Entramos na sala e o mar estende-se à nossa frente para lá da parede de vidro que nos separa do exterior. É só no mar que reparamos nos primeiros instantes. A luz do final da tarde cria uma espécie de teatro de silhuetas dentro do Ocean – o agora totalmente renovado restaurante do resort Vila Vita Parc, em Porches, no Algarve – entre os clientes sentados e os empregados que circulam pela sala. Há uma luminosidade azul que envolve tudo e que quase nos faz acreditar que descemos ao fundo do mar.
Quem conhecia a anterior, e muito mais clássica, sala do Ocenan – um dos três restaurantes com duas estrelas Michelin em Portugal – não reconhece o novo espaço. O mar também estava à nossa frente antes, mas agora a sensação é que mergulhámos nele – e para isso contribui a decoração, com uma grande colecção de corais africanos numa das paredes e as peças em cristal de Murano que nos recebem logo à entrada, fazendo lembrar ondulantes medusas. Além dos candeeiros circulares de bronze, que pairam sobre as nossas cabeças num vórtice de escotilhas.
Reaberto com o novo visual no dia 8 de Março, o restaurante faz finalmente justiça ao nome. E tudo bate certo porque há muito que a cozinha de Hans Neuner também tinha mergulhado nos oceanos portugueses. E assim continua – agora, confessa o chef, sorridente, com uma motivação ainda maior. Até porque não foi apenas a sala que mudou, mas também a cozinha, muito mais ampla e onde um número restrito de clientes (até seis pessoas) pode sentar-se numa bela mesa de carvalho com 300 anos para provar alguns pratos enquanto assiste ao trabalho da equipa.
O peixe, os mariscos e os produtos portugueses, nomeadamente os legumes biológicos algarvios, estão sempre presentes e com honras de estrelas da refeição, mas o menu que provamos ainda tem alguns produtos habituais para uma clientela mais internacional, como o foie ou o pombo. No entanto, Hans quer ter um menu – que poderá chamar-se “Descobertas” ou algo semelhante – exclusivamente com ingredientes portugueses.

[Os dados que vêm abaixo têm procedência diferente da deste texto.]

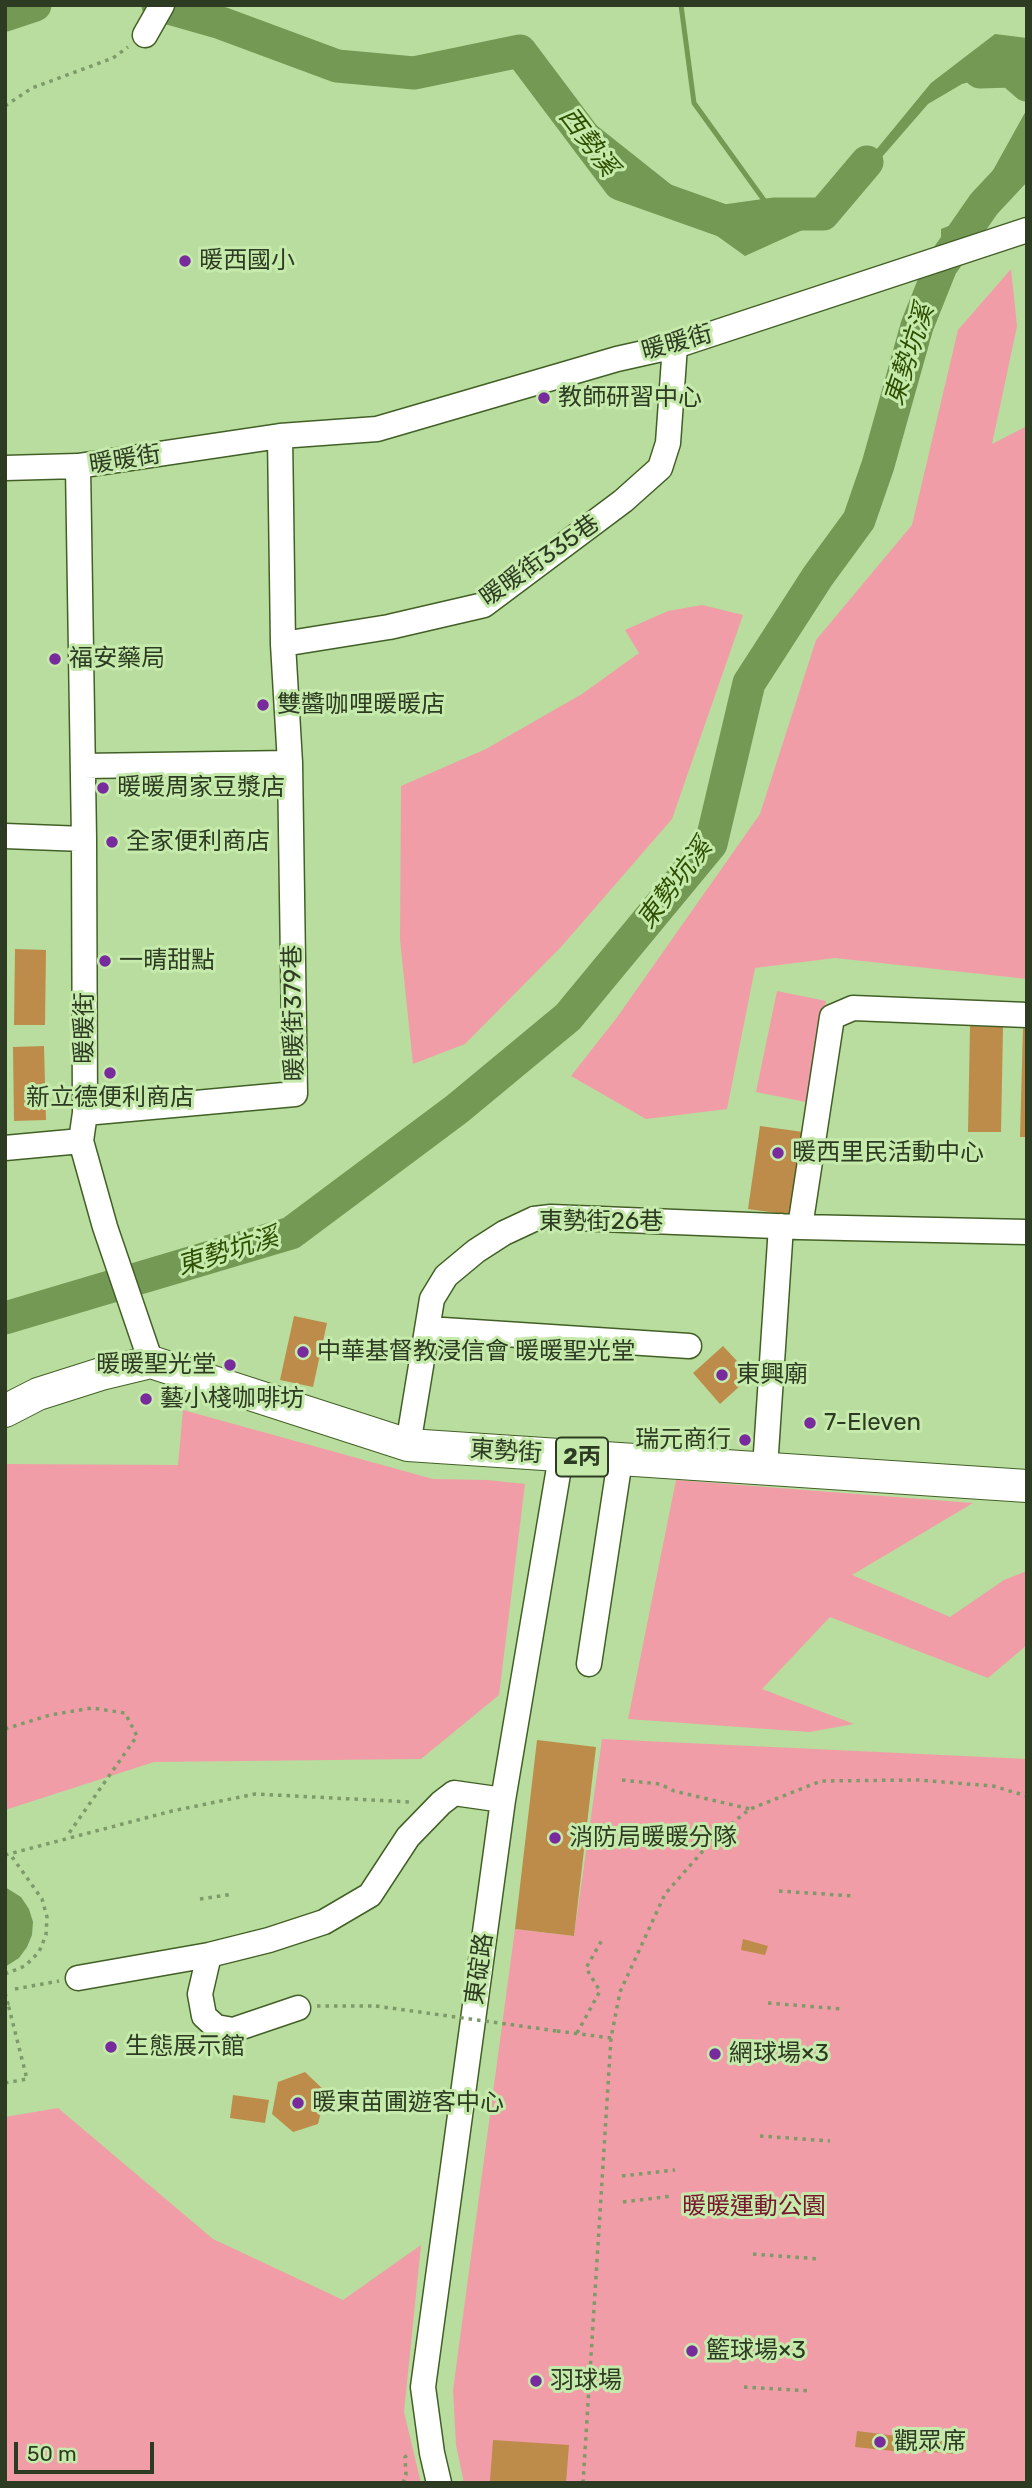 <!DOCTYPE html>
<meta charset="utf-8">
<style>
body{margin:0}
#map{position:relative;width:1032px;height:2488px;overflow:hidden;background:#b9dd9e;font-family:Rubik,sans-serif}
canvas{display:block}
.frame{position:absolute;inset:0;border:7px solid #2d3b22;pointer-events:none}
.scale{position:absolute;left:14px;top:2442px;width:140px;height:32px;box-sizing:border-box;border:4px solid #2d3b22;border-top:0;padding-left:9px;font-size:21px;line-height:24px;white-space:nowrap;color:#2d3b22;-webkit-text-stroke:5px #c6eaab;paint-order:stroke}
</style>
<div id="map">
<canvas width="1032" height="2488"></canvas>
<div class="frame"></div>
<div class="scale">50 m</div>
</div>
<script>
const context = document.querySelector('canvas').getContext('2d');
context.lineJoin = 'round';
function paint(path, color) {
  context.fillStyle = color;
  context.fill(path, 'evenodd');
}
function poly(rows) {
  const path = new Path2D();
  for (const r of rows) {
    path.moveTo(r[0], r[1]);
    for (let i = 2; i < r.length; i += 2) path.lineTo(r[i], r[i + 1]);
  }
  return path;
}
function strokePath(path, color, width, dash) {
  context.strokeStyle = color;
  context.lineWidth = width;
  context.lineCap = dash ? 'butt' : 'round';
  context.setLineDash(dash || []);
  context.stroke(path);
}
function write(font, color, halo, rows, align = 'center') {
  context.font = font + ' Rubik,"Noto Sans TC",sans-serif';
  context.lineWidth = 6;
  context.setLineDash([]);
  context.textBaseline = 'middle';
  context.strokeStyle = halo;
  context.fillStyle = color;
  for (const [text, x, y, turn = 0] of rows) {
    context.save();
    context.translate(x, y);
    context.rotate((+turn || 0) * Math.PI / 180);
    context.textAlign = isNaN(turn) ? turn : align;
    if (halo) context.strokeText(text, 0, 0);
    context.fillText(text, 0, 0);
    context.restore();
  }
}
const green = poly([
 [1011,269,1017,326,992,444,1027,426,1027,979,835,958,755,968,727,1109,646,1119,571,1076,618,1016,760,814,816,640,912,525,958,330],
 [702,605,743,615,672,819,561,947,465,1044,413,1064,400,940,401,786,486,749,582,694,639,653,625,630,668,611],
 [777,991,826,1001,806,1102,756,1092],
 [183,1410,433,1479,487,1480,525,1484,499,1695,421,1759,154,1762,5,1810,5,1464,178,1465],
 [676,1480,973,1503,852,1575,950,1617,1004,1580,1027,1571,1027,1645,988,1678,830,1617,762,1689,854,1724,809,1732,628,1719],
 [602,1739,1027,1759,1027,2483,464,2483,456,2445,453,2390,515,1929,574,1936],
 [58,2108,213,2239,343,2300,421,2245,404,2412,421,2483,5,2483,5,2117]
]);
const water = poly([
 [995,34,1027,38,1027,81,999,74,962,84,928,104,829,218,745,256,688,215,563,134,586,117,693,202,820,218,931,83],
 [1027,109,1027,167,979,222,941,237,941,229,966,219],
 [5,1887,21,1897,29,1909,33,1922,32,1935,27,1947,19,1958,5,1967]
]);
const stream = poly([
 [681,5,694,103,774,214]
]);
const river = poly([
 [158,5,221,23,337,66,414,73,520,51,620,184,724,221,774,214,823,214,867,162],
 [5,15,35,5],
 [980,72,1011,71,1027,85],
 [5,1318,291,1233,457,1109,568,1017,711,844,749,683,818,576,859,520,878,465,917,326,941,266,984,204,1027,158]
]);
const building = poly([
 [15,949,46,950,45,1025,14,1025],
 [970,1026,1003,1027,1001,1132,968,1132],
 [1023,1028,1027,1029,1027,1137,1020,1137],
 [44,1046,46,1120,14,1121,13,1047],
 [760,1126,803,1132,791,1215,748,1209],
 [294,1316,327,1323,313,1387,280,1380],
 [723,1346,751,1376,720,1404,693,1373],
 [537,1740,596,1747,574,1936,515,1929],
 [743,1939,768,1946,765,1955,741,1950],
 [305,2072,326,2092,318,2124,293,2132,272,2114,278,2082],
 [233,2095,269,2100,265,2123,230,2118],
 [857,2431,905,2437,903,2452,855,2447],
 [909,2438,957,2442,956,2454,908,2450],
 [493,2440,569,2445,566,2483,490,2481]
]);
const path = poly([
 [5,106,32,88,113,58,128,47],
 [5,1729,50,1715,92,1708,125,1713,137,1736,67,1836],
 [622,1780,660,1784,674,1791,750,1809],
 [5,1855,172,1811,255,1794,411,1802],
 [779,1891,853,1896],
 [200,1899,233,1894],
 [5,1974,25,1966,39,1952,46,1935,47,1917,42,1899,10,1854],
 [15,1989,59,1981],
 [5,1993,8,2004,5,2005],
 [768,2003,842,2009],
 [317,2006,376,2006],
 [557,2031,611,2038],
 [577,2033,600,1991,586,1968,602,1940],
 [5,2083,27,2079,8,2004],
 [760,2136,830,2141],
 [622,2176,675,2170],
 [623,2202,672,2196],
 [753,2254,820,2259],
 [744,2387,810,2391],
 [403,2483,406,2475,405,2457,411,2453],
 [583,2483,611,2038,620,1992,665,1894,717,1835,750,1809,821,1781,918,1780,993,1786,1027,1796]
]);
const minor = poly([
 [145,35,162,5],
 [5,468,78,466],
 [283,644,389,627,484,605,623,501,660,468,668,443,675,346],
 [83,766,290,763],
 [5,836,84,839],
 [85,1113,295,1094,290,763,283,644,280,436],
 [5,1148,81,1141],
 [800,1227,832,1017,853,1008,1027,1015],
 [428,1329,689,1346],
 [151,1362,105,1227,81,1141,85,1113,84,839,78,466,280,436,377,429,617,359,675,346,1027,230],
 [408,1445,432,1299,446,1276,476,1251,504,1233,534,1219,551,1217,800,1227,1027,1232],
 [765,1468,781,1226],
 [589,1664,620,1460],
 [209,1955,200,1994,204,2016,216,2027,233,2030,298,2008],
 [78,1978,209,1955,269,1940,324,1922,370,1895,408,1837,441,1803,454,1793,503,1800],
 [439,2483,432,2453,423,2387,503,1800,561,1456]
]);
const major = poly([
 [5,1411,38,1394,101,1374,151,1362,408,1445,1027,1486]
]);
const pathBridge = poly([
 [376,2006,557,2031]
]);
const markers = [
 [185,261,7,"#772b9d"],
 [544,398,7,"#772b9d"],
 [55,659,7,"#772b9d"],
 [263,705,7,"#772b9d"],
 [103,788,7,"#772b9d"],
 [112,842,7,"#772b9d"],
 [105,961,7,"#772b9d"],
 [110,1073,7,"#772b9d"],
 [778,1153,7,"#772b9d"],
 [303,1352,7,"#772b9d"],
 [230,1365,7,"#772b9d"],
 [722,1375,7,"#772b9d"],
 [146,1399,7,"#772b9d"],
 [810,1423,7,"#772b9d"],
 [745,1440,7,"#772b9d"],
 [555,1838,7,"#772b9d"],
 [111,2047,7,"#772b9d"],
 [715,2054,7,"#772b9d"],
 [298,2103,7,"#772b9d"],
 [692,2351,7,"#772b9d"],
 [536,2381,7,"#772b9d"],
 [880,2442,7,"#772b9d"]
];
const shields = [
 [582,1457,52]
];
const shieldNames = [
 ["2丙",582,1457]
];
const poiNames = [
 ["暖西國小",199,261],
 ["教師研習中心",558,398],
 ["福安藥局",69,659],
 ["雙醬咖哩暖暖店",277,705],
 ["暖暖周家豆漿店",117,788],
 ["全家便利商店",126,842],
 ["一晴甜點",119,961],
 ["新立德便利商店",110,1098,"center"],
 ["暖西里民活動中心",792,1153],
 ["中華基督教浸信會 暖暖聖光堂",317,1352],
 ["暖暖聖光堂",216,1365,"right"],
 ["東興廟",736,1375],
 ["藝小棧咖啡坊",160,1399],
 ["7-Eleven",824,1423],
 ["瑞元商行",731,1440,"right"],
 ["消防局暖暖分隊",569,1838],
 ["生態展示館",125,2047],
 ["網球場×3",729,2054],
 ["暖東苗圃遊客中心",312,2103],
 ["籃球場×3",706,2351],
 ["羽球場",550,2381],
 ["觀眾席",894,2442]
];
const streetNames = [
 ["暖暖街",677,343,-15],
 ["暖暖街",125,460,-9],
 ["暖暖街335巷",540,561,-35],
 ["暖暖街379巷",294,1013,-91],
 ["暖暖街",85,1028,-90],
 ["東勢街26巷",601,1222],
 ["東勢街",506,1452,4],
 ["東碇路",480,1969,-82]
];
const parkNames = [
 ["暖暖運動公園",754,2207]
];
const waterNames = [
 ["西勢溪",588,142,53],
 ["東勢坑溪",910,355,-72],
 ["東勢坑溪",675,884,-53],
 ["東勢坑溪",228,1252,-17]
];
paint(green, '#f09da7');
paint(water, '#749955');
strokePath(stream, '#749955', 5);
strokePath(river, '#749955', 33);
paint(building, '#bd8c4a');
strokePath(minor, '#426026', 27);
strokePath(major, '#426026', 34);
strokePath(path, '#7f9a6a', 3.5, [3.5, 5]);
strokePath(minor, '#fff', 24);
strokePath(major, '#fff', 32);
strokePath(pathBridge, '#7f9a6a', 3.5, [3.5, 5]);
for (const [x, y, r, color] of markers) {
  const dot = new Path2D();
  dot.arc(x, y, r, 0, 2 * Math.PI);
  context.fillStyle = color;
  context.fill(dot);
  strokePath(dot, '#c6eaab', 2.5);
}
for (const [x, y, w] of shields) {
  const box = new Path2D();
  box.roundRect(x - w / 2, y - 19.5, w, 39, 5);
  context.fillStyle = '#c6eaab';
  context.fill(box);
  strokePath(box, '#2d3b22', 2);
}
write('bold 23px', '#2d3b22', null, shieldNames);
write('24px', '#2d3b22', '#c6eaab', poiNames, 'left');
write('24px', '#2d3b22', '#c6eaab', streetNames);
write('24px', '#78152f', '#c6eaab', parkNames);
write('italic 26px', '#2e4f02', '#c6eaab', waterNames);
</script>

Passamos então à mesa, com a impecável equipa de sala a trazer-nos primeiro um lollipop de lula com paprika, servido numa peça de louça que o envolve nuns tentáculos de polvo (e vale a pena durante todo o jantar ir reparando nas peças de louça). Vêm depois lapas servidas com molho de peixe – lapas algarvias, sublinha Hans - e um amuse bouche de fígado de ganso, ostra, ananás e amêndoa, que gostaríamos de continuar a comer pela noite dentro.
Há uma surpreendente “feijoada” com robalo, percebes e ouriço-do-mar (não, não tem feijões mas apenas o sabor deles) e um elegantíssimo prato de lula com funcho do mar e bergamota. E ainda outro, também de lula, com dashi de ovas de peixe galo. Muito boa a ligação entre lagostim, milho, coentros e funcho, a que se segue um extraordinário prato de raia com salsa e alcachofra de Jerusalém (também conhecida por topinambo), com um intenso sabor a verde, do caldo e pedacinhos de salsa, mas também um lado de conforto dado pelo topinambo.
O último prato chega em tons de vermelho, com um pombo imperial, beterraba e uma barra muesli. Mas é preciso fazer justiça também ao pão de cevada que acompanha a refeição e que é feito pelo novo chef de pastelaria, Márcio Baltazar. O pão, de longa fermentação, é tratado com muita atenção e isso nota-se no resultado que se torna irresistível, ainda mais com a manteiga de cabra servida em pequenas pérolas. As sobremesas têm igualmente a assinatura de Márcio Baltazar, que numa primeira junta morangos e azedas (sim, as florinhas amarelas) e na segunda trabalha em torno da ideia do pão, com malte, cereais e massa mãe, em versão doce, mas não muito.